Peter Liese: Europäischer Emissionshandel muss erhalten bleiben und wird erhalten bleiben, Anpassungen aber notwendig / Deutschland kann entscheidender Mittler zwischen konträren Positionen sein

„Der Europäische Emissionshandel muss erhalten bleiben und er wird erhalten bleiben“, dies erklärte der klimapolitische Sprecher der größten Fraktion im Europäischen Parlament (EVP, Christdemokraten), Dr. Peter Liese im Vorfeld des Europäischen Gipfels am Donnerstag und Freitag. Bei diesem Gipfel wird unter anderem die Zukunft des wichtigsten Europäischen Klimaschutzinstrumentes diskutiert.

„Der Europäische Emissionshandel ist mit Abstand das wichtigste Instrument zum Klimaschutz, nicht nur in der EU, sondern weltweit. So richtig es ist, dass wir die Welt nicht alleine vor der Klimakatastrophe retten können, so klar ist aber auch, wenn nach dem Ausstieg der USA jetzt auch die Europäische Union ihre Klimaschutzanstrengungen beendet, ziehen wir dem weltweiten Klimaschutz den Stecker“, betonte der CDU-Europaabgeordnete Dr. Peter Liese.

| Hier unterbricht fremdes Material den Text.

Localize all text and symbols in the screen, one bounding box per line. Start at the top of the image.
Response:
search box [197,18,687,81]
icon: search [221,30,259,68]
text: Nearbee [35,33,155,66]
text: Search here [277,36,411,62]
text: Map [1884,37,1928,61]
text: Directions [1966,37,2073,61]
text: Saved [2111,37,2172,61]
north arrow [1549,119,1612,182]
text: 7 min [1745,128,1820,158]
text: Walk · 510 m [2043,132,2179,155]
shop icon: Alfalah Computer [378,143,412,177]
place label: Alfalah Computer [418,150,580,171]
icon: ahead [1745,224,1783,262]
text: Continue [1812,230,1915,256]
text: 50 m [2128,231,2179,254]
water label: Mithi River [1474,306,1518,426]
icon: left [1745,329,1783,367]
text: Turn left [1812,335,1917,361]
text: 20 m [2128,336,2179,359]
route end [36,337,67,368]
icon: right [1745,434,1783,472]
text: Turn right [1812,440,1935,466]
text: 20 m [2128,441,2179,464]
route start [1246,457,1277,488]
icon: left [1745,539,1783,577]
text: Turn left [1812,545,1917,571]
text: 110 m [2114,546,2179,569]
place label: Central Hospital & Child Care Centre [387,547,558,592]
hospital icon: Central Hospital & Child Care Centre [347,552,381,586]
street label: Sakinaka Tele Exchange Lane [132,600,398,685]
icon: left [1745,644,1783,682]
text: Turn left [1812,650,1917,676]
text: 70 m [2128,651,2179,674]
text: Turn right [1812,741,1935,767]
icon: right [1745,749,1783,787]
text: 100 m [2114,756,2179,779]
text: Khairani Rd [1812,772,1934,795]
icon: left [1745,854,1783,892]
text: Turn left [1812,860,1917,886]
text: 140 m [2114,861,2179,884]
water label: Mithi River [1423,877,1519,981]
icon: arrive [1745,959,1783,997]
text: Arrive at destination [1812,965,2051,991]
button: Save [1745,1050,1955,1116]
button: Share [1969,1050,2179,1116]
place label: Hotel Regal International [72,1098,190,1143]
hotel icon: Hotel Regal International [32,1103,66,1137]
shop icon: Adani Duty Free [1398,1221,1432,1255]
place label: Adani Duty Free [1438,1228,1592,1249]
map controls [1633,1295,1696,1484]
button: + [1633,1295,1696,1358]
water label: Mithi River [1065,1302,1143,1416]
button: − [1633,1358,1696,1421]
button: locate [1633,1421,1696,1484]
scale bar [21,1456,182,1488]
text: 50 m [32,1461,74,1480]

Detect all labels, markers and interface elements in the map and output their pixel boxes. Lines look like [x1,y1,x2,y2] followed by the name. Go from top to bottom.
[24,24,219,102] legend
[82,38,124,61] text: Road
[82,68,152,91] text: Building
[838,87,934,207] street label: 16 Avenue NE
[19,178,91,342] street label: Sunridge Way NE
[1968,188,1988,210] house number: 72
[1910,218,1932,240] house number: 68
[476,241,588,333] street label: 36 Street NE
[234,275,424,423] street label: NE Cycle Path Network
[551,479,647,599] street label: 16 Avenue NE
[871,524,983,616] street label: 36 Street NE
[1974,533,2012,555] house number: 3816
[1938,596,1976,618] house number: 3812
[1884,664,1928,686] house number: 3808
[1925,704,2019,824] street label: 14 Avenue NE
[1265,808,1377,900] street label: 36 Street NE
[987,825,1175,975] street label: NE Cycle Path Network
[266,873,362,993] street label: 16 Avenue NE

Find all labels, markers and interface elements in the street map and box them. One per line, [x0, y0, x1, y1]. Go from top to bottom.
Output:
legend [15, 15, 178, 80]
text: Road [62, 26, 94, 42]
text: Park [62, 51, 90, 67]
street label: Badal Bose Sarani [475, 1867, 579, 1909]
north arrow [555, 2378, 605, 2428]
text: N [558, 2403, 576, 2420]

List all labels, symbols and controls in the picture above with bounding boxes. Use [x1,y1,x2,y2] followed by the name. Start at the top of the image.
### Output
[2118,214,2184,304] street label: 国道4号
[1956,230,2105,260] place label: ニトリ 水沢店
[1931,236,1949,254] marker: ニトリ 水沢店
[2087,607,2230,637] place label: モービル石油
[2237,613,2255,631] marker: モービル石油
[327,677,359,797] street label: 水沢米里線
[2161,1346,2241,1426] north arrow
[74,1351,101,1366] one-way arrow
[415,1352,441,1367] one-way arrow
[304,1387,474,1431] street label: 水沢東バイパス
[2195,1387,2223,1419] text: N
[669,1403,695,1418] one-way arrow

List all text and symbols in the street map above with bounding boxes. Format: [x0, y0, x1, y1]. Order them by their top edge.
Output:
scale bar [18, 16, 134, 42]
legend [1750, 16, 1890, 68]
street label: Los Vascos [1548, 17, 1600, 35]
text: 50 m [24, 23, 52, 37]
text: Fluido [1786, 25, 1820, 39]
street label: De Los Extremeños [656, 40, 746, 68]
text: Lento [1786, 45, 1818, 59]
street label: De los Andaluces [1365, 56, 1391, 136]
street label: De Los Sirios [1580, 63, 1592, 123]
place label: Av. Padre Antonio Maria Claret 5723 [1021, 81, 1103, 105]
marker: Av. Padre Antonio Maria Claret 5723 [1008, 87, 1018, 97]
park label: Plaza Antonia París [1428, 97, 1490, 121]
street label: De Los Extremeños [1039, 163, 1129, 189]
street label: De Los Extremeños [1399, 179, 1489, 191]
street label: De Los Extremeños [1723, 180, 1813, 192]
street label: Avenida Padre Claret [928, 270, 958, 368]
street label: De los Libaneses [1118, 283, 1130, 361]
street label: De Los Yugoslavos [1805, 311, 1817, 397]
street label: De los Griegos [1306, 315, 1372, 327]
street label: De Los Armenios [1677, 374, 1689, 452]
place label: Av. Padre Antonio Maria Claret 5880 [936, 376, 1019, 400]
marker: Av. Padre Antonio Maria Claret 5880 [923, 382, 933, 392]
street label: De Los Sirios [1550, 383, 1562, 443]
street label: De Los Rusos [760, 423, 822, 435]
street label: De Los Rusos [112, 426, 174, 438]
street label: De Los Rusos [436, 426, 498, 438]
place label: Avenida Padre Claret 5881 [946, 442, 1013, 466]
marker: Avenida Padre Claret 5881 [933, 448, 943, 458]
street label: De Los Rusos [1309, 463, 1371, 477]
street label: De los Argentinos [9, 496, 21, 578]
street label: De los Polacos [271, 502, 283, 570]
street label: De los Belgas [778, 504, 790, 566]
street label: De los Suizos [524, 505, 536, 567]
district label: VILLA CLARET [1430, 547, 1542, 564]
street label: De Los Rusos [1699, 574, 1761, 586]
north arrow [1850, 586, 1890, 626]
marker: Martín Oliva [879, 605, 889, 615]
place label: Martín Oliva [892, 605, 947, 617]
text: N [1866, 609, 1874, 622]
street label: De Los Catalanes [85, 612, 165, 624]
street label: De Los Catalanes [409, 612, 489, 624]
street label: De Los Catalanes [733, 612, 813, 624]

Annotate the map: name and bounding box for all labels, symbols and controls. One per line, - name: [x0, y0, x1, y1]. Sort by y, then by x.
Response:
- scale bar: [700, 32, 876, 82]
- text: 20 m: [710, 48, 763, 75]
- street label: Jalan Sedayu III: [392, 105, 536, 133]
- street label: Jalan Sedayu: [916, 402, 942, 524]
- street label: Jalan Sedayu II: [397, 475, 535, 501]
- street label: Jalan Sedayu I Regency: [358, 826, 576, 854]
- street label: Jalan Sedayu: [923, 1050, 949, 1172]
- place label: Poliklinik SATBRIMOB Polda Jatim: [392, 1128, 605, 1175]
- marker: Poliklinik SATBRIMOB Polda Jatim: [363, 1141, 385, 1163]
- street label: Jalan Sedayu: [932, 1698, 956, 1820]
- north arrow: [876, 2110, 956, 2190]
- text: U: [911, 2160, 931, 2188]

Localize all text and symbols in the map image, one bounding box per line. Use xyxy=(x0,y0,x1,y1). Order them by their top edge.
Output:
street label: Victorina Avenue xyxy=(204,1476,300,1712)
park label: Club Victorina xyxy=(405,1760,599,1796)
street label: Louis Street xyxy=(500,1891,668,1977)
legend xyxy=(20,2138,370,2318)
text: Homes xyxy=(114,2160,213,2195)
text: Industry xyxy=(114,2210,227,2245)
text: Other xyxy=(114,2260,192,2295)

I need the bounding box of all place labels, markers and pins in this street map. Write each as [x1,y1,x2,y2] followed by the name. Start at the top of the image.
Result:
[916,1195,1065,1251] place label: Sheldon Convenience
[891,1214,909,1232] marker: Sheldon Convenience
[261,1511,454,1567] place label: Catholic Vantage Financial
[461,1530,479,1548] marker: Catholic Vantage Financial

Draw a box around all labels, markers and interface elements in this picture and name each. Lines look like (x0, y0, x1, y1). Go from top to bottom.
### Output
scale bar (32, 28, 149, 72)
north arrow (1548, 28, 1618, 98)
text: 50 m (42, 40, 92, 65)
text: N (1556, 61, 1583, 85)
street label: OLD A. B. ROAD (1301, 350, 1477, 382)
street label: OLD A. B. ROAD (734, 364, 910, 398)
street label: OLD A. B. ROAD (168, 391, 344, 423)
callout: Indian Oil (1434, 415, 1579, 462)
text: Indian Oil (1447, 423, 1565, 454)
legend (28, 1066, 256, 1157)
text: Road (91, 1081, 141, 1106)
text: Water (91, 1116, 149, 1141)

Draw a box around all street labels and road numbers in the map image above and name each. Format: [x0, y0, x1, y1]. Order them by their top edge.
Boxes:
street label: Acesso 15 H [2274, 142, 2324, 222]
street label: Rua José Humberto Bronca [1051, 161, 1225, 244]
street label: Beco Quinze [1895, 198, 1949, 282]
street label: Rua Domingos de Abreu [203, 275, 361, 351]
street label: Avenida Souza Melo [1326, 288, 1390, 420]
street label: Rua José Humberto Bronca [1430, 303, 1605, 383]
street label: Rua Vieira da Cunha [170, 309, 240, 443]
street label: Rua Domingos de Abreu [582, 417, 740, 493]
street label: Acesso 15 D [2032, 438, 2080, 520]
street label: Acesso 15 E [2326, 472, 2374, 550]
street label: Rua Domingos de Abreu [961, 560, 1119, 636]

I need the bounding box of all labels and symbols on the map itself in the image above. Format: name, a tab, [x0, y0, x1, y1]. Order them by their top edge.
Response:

„Genauso wichtig ist in der aktuellen Diskussion, dass Klimaschutz auch bedeutet, dass wir uns von Importen fossiler Energie unabhängiger machen. Ursula von der Leyen hat in der letzten Woche im Europäischen Parlament betont, dass der Emissionshandel bisher schon dazu geführt hat, dass wir 100 Milliarden Kubikmeter Gas weniger verbrauchen. Das entspricht in etwa der Menge an Gas, die Deutschland jährlich verbraucht. In einer Situation, in der wir unter hohen Gas- und Ölpreisen leiden, Investitionen zu gefährden, die uns von dieser Abhängigkeit wegbringen, wäre auch wirtschaftlich Unsinn. Ich bin deshalb sehr froh, dass auch viele Unternehmen unter anderem RWE, Heidelberg Materials, EnBW, Saarstahl AG, Salzgitter AG, der Düngemittelhersteller Yara, Verbände, wie zum Beispiel der Europäische Zementverband, sich sehr klar für den ETS aussprechen. Ich bin auch sehr froh, dass Bundeskanzler Friedrich Merz seine Position zum ETS mehrfach klargestellt hat (Zitate am Ende dieser Mitteilung). Es ist also klar, das Europäische Emissionshandelssystem muss bleiben. Allerdings sind Anpassungen möglich und erforderlich. Am wichtigsten ist, dass auch nach 2039 noch ausreichend Zertifikate vorhanden sind. Dass es in den betroffenen Sektoren, wie Stahl, Zement oder dem Flugverkehr ab 2039 gar keine Emissionen mehr gibt, ist absolut unrealistisch“, erklärte Liese.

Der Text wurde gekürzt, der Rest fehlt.